Financing for off-grid renewable energy companies continues to grow. Last month, DBL Partners led a $25 million round in Off Grid Electric, signaling an increasing interest from private investors and traditional venture capitalists in the space.
Still, investments from governments and development banks are crucial. And there has been no shortage of announcements in this area.
The U.S. federal government's development institution, the Overseas Private Investment Corporation, recently committed $15 million to off-grid power provider Txtlight Power, which operates as Lumos.
The funds from OPIC will allow Lumos to scale up its pay-as-you-go clean power offering. The Amsterdam-based company brings together solar panels, indoor energy storage and a connection unit so that people can pay for power as they need it via text message. The company is partnered with Nigeria's largest telecom company, MTN.
OPIC also provided early support to Off Grid Electric, the company supported by DBL and SolarCity.
Speaking at a SunEdison event earlier this year, Diana Jensen, senior manager of renewable energy at OPIC, noted that her organization is focused on high-impact investments.

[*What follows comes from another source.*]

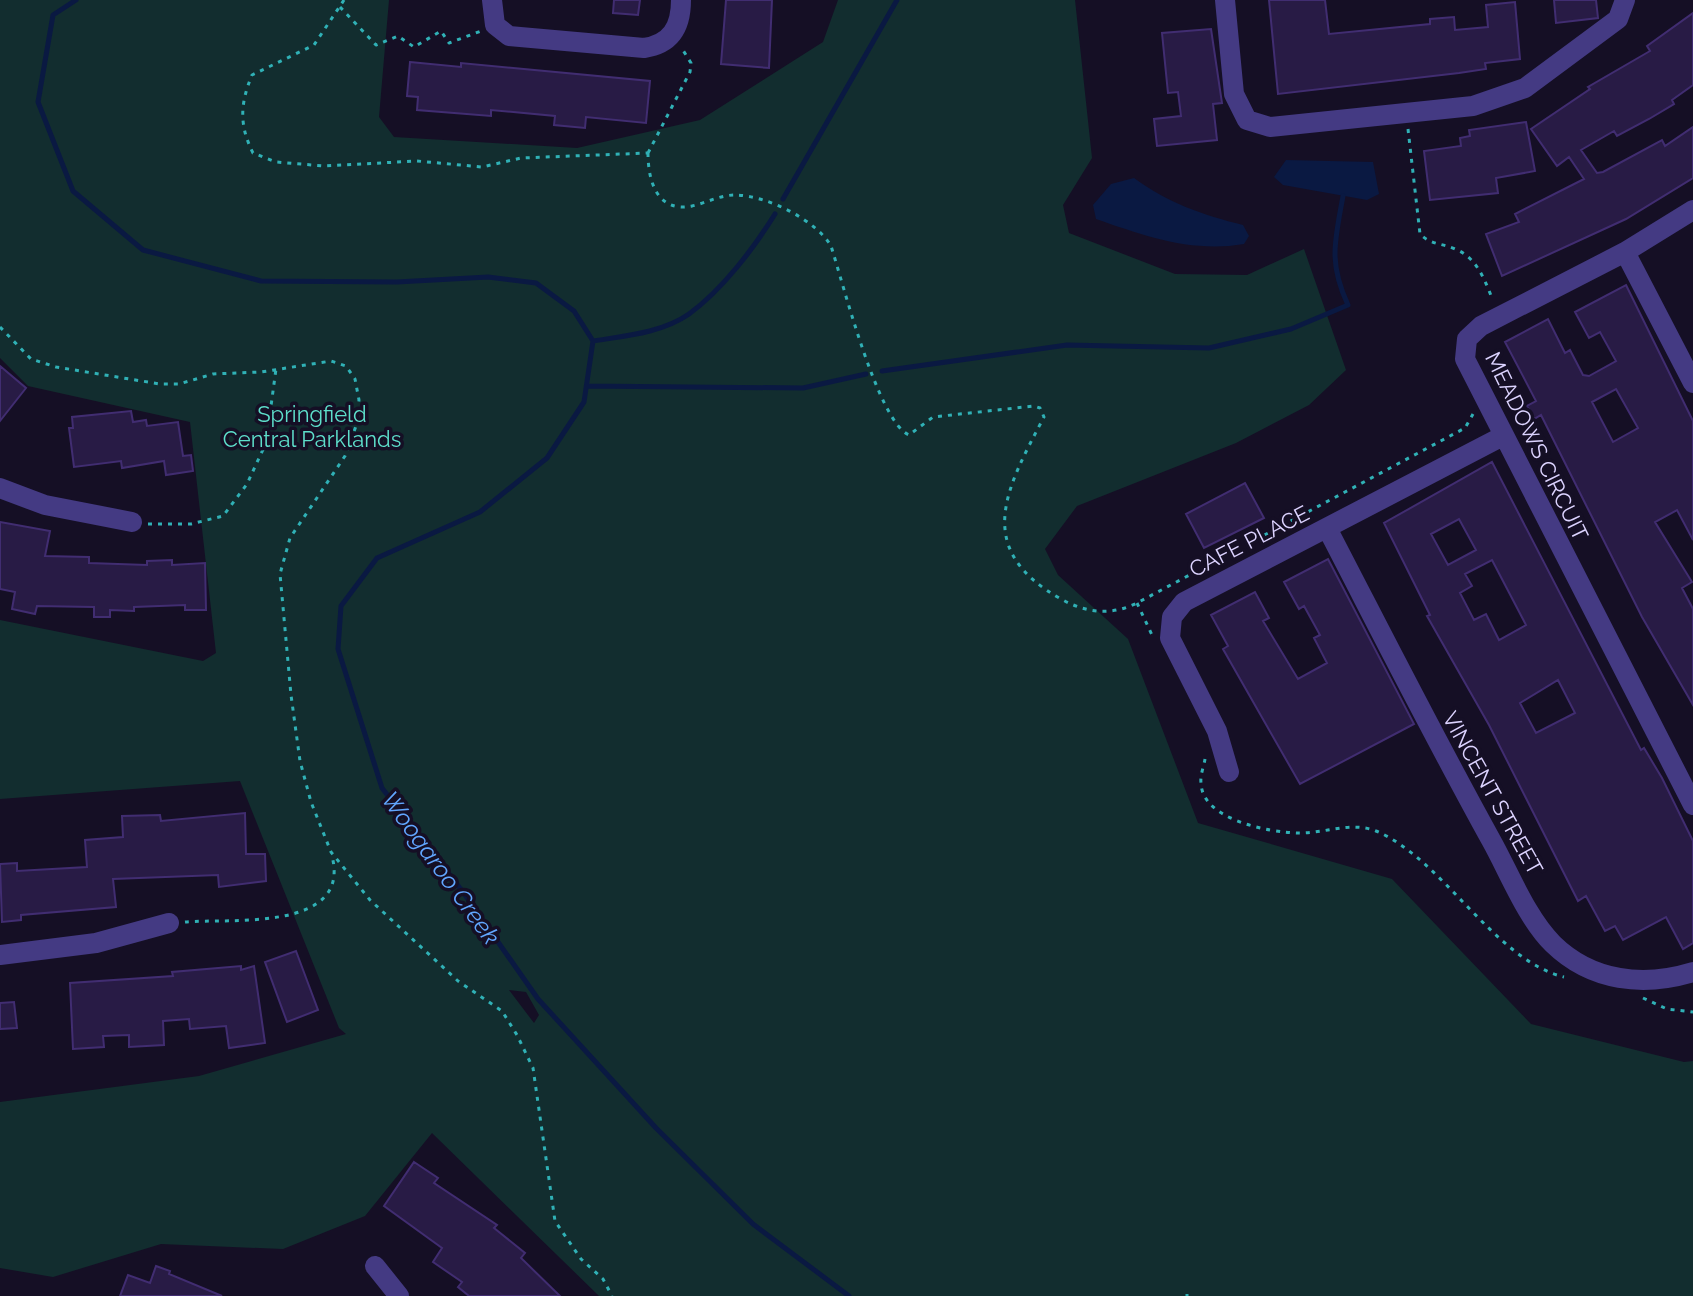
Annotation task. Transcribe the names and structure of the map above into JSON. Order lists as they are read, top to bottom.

“Everyone thinks it's about the volume of money. But it's about the right type of capital at the right time.” she said. “And culture matters even more than technology.”
The $15 million to Lumos is OPIC's largest investment in the off-grid power sector in Africa to date.
There are an estimated 1.3 billion people globally without access to modern power and at least another 1 billion with unreliable grid access. The U.S. government has pledged more money for off-grid energy investments through other mechanisms such as its Power Africa aid effort. USAID just announced a new $75 million loan guarantee to scale up off-grid investment in sub-Saharan Africa.
Additionally, the Millennium Challenge Corporation recently announced it will provide $46 million for off-grid electrification in Benin. It is MCC's largest off-grid investment and will support technology and policy reform. The aid organization is investing a total of $375 million in Benin, including solar, thermal and hydro generation and distribution infrastructure in the West African country.
Not to be left out of the effort, the U.K. government announced its Energy Africa campaign this month, which will provide investment to off-grid energy companies, accelerate the deployment of solar, and work on regulatory barriers for clean energy access in Africa.
As a starting point, the U.K. committed £1 million ($1.5 million) to Power for All, an organization that works with the private and public sector in a dozen African countries to enable distributed clean-energy access.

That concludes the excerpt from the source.